A new partnership between Flutterwave and Chinese e-commerce giant Alibaba, has opened up a potential Chinese market of over 1 billion people for African merchants.

“Flutterwave is now integrated with Alipay so this gives all Flutterwave merchants access to over 1 billion Alipay users,” a statement from the payments company said.

Alipay is Alibaba’s digital wallet and payments platform which now boasts of a user base of over 1 billion people predominantly residing in China. 

Named one of Fast Company’s most innovative African businesses of 2019, Flutterwave provides businesses within the continent seamless ways to receive and transfer value among themselves and with global businesses via its B2B product, Rave. 

This partnership is coming right after a similar partnership with Visa earlier this year which saw the company launch GetBarter, a payments product app that allows Visa card holders receive and send money, and non-existing card holders to create a virtual card with which they can carry out transactions. 

“We’ve set out to provide the complete payment solution for Africans to thrive in the global economy,” Flutterwave’s statement says.

“The complete payment solution would first require interconnectivity within Africa, then connectivity from Africa to the world.

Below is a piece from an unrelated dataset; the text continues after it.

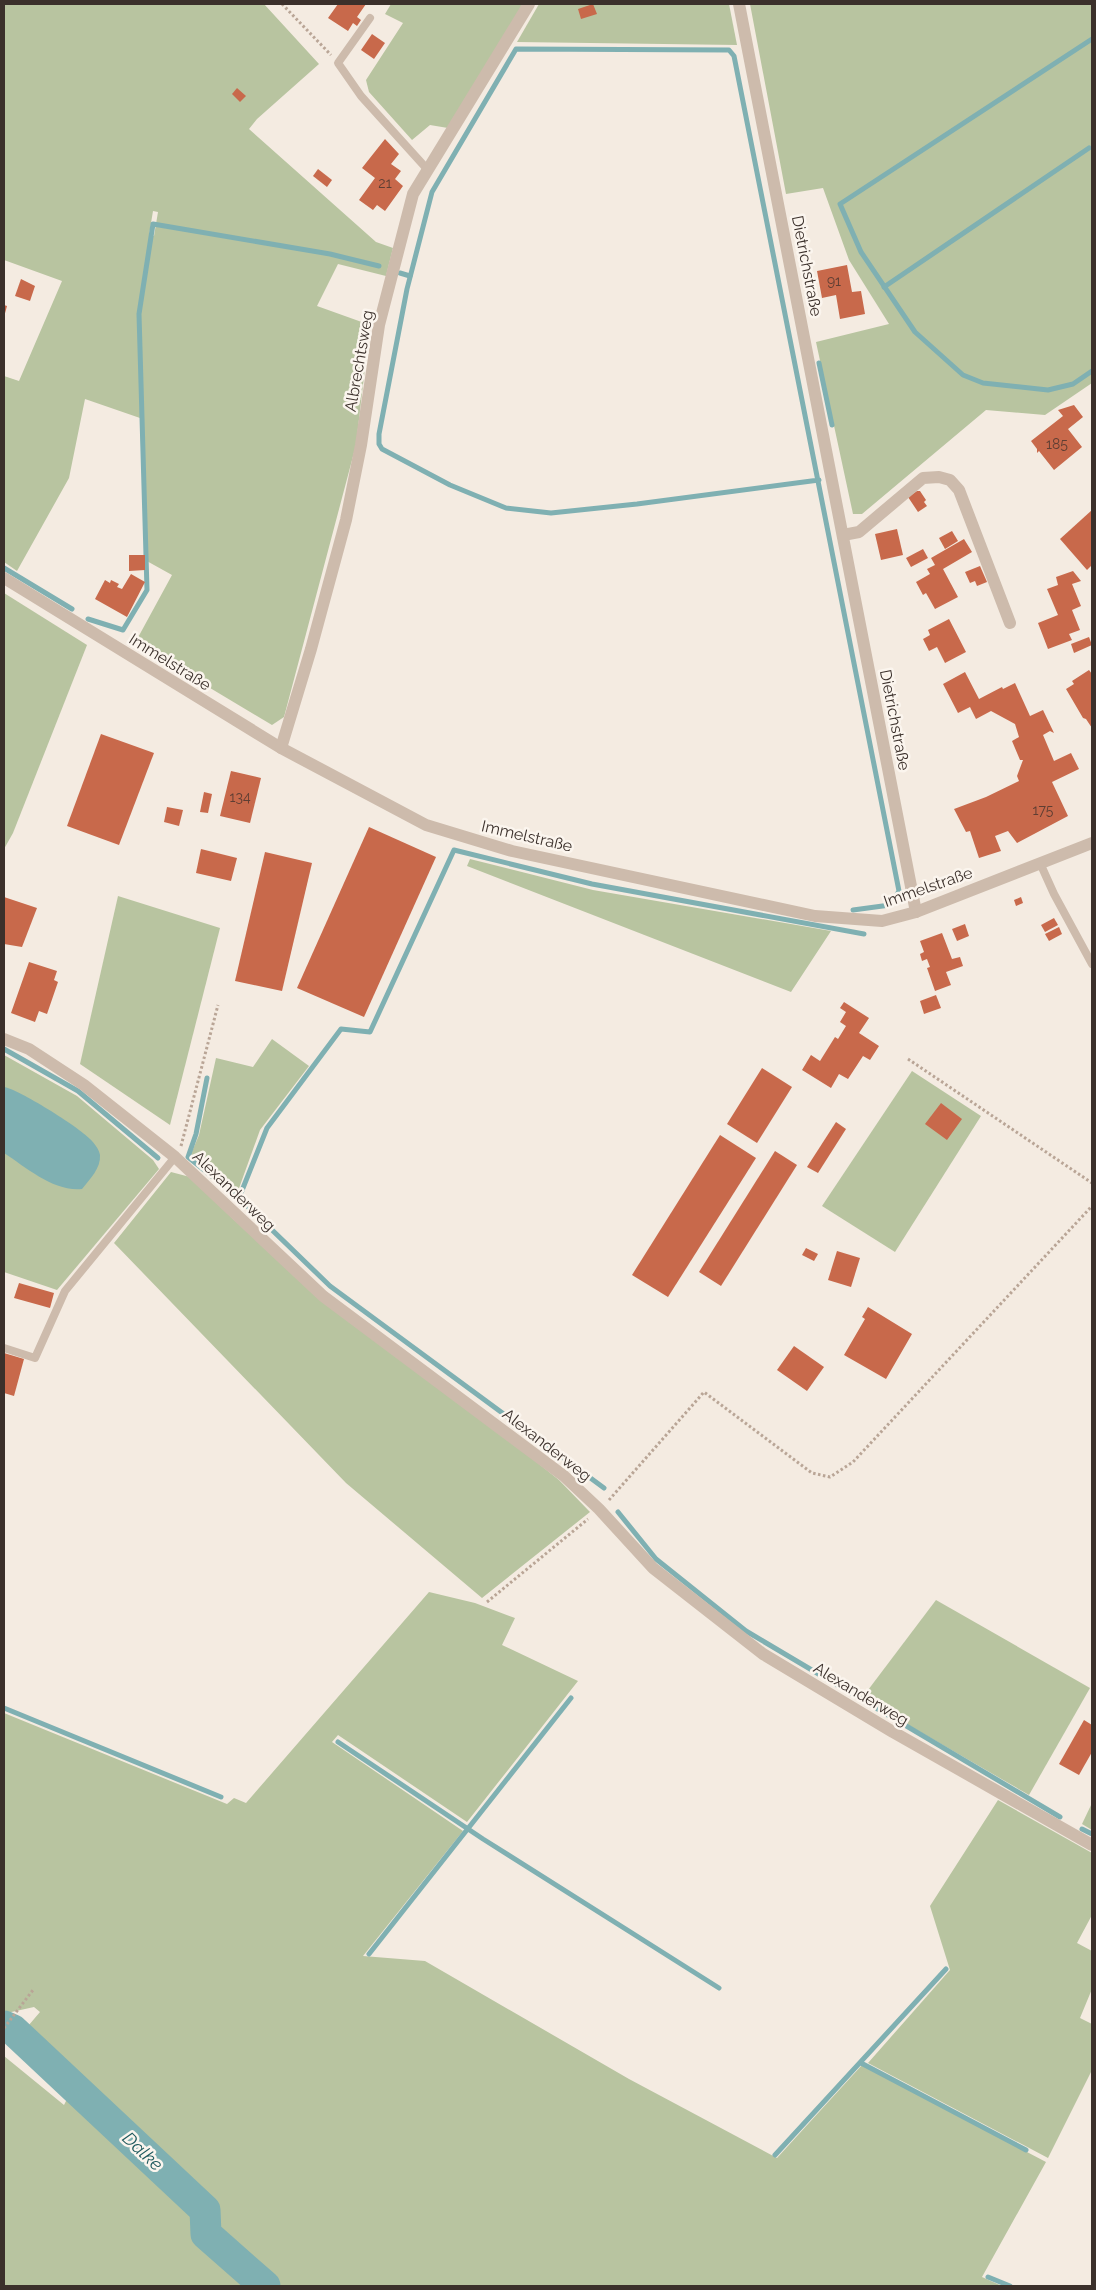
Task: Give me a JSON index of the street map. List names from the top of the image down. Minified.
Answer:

We started with the U.S already but you can’t connect Africa to the world without China.”

Yewande Akomolafe-Kalu, Flutterwave’s Marketing Storyteller, told TechCabal the integration, designed for Flutterwave’s Rave merchants, will go live sometime this week.

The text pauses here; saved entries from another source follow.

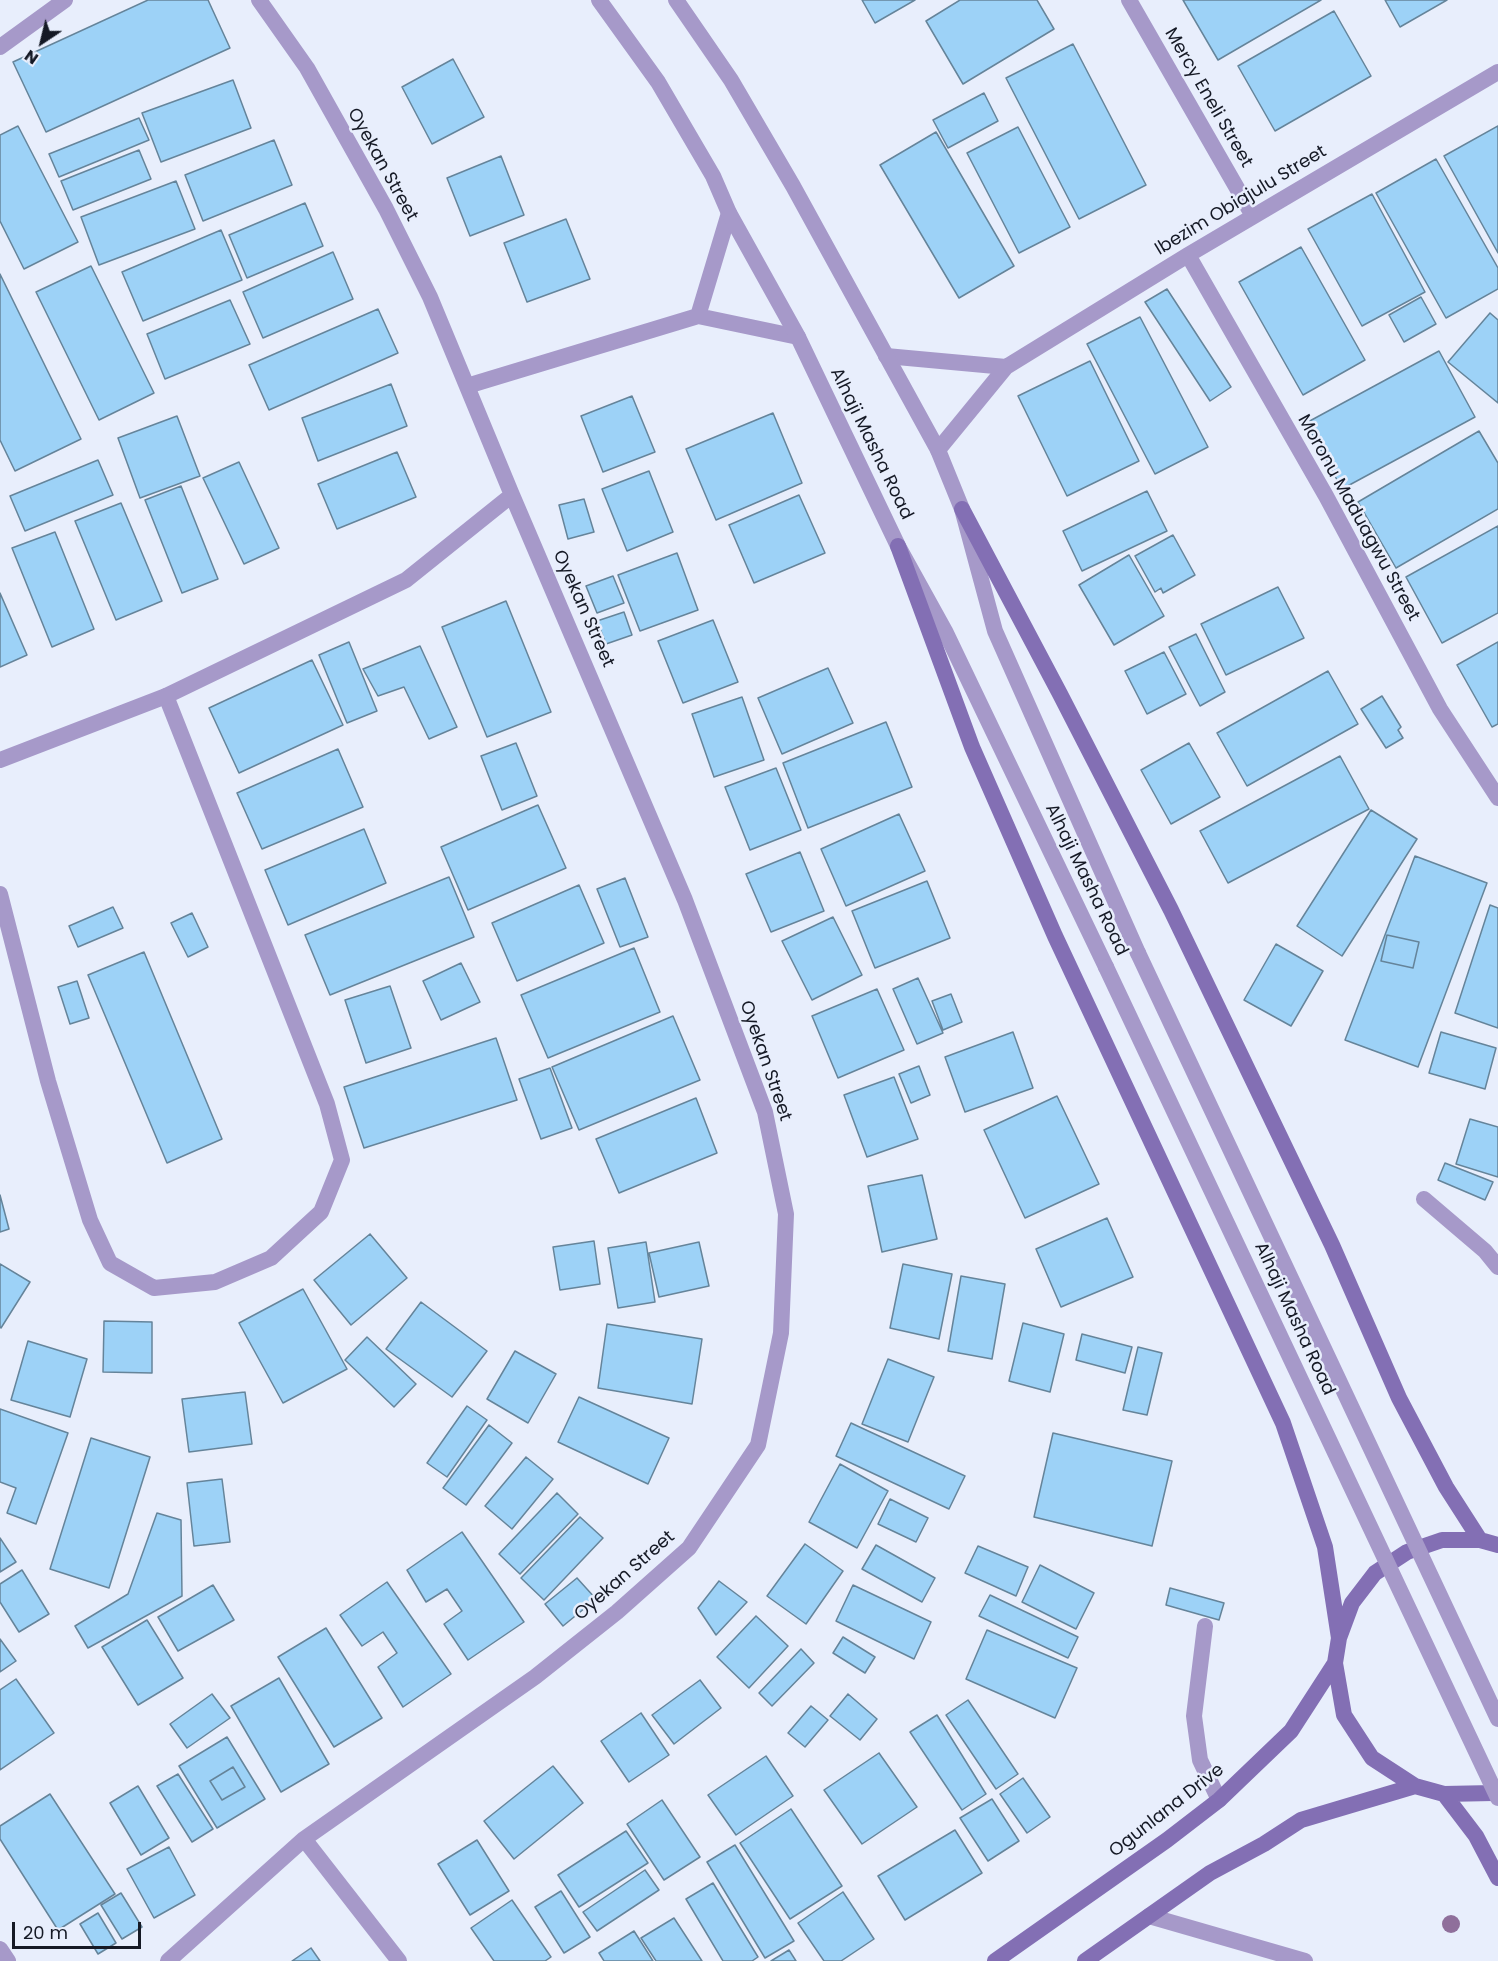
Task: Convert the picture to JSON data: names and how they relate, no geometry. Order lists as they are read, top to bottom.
{
  "streets": {
    "main road": ["Ogunlana Drive"],
    "street": [
      "Mercy Eneli Street",
      "Oyekan Street",
      "Ibezim Obiajulu Street",
      "Alhaji Masha Road",
      "Moronu Maduagwu Street"
    ]
  },
  "crossings": [
    ["Mercy Eneli Street", "Ibezim Obiajulu Street"],
    ["Ibezim Obiajulu Street", "Alhaji Masha Road"],
    ["Ibezim Obiajulu Street", "Moronu Maduagwu Street"]
  ],
  "scale_bar": "20 m",
  "north": "bottom left"
}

China-Africa bilateral trade relations have grown steadily in the last decade experiencing a dip only in 2016 within this time. Trade between both continents was estimated to be worth more than US$200 billion in 2018 from US$170 billion in 2017. This new partnership definitely opens up the possibilities even wider for African merchants who now have direct access to a huge Chinese market to trade with. Flutterwave already boasts of high-standing merchants including Uber, Facebook and Jumia. But regardless of what product or service, any merchant currently using the Rave product will have access to the Alipay integration. 

How about the largely offline traders in Balogun and Onitsha who are as interested in pursuing trade with the Chinese as they do importing products from them? 

“We are constantly pushing to get more merchants onto the platform,” Akomolafe-Kalu says and this integration makes their proposition a lot easier for merchants who are yet to incorporate Flutterwave’s payment gateway to their platforms or whose businesses are not online at all. 

China has also increasingly become interested in the African technology scene and the Alibaba Group has been much at the forefront of this growing interest. In 2018, Ant Financial, Alibaba’s payments and financial services arm announced it was expanding into Africa to promote digital financial inclusion. Alibaba Founder, Jack Ma, also launched the Netpreneur Prize last year with plans to award US$10 million to 100 African entrepreneurs over the next 10 years. There’s the Africa eFounders Fellowship in collaboration with the United Nations Conference on Trade and Development with plans to train over 100 African entrepreneurs in the coming years.  According to TechCrunch, the Flutterwave-Alipay partnership developed out of Chief Executive Officer, Olugbenga Agboola’s participation in the eFounders Fellowship. 

Flutterwave will earn revenue from the partnership by charging 3.8% commissions on international transactions.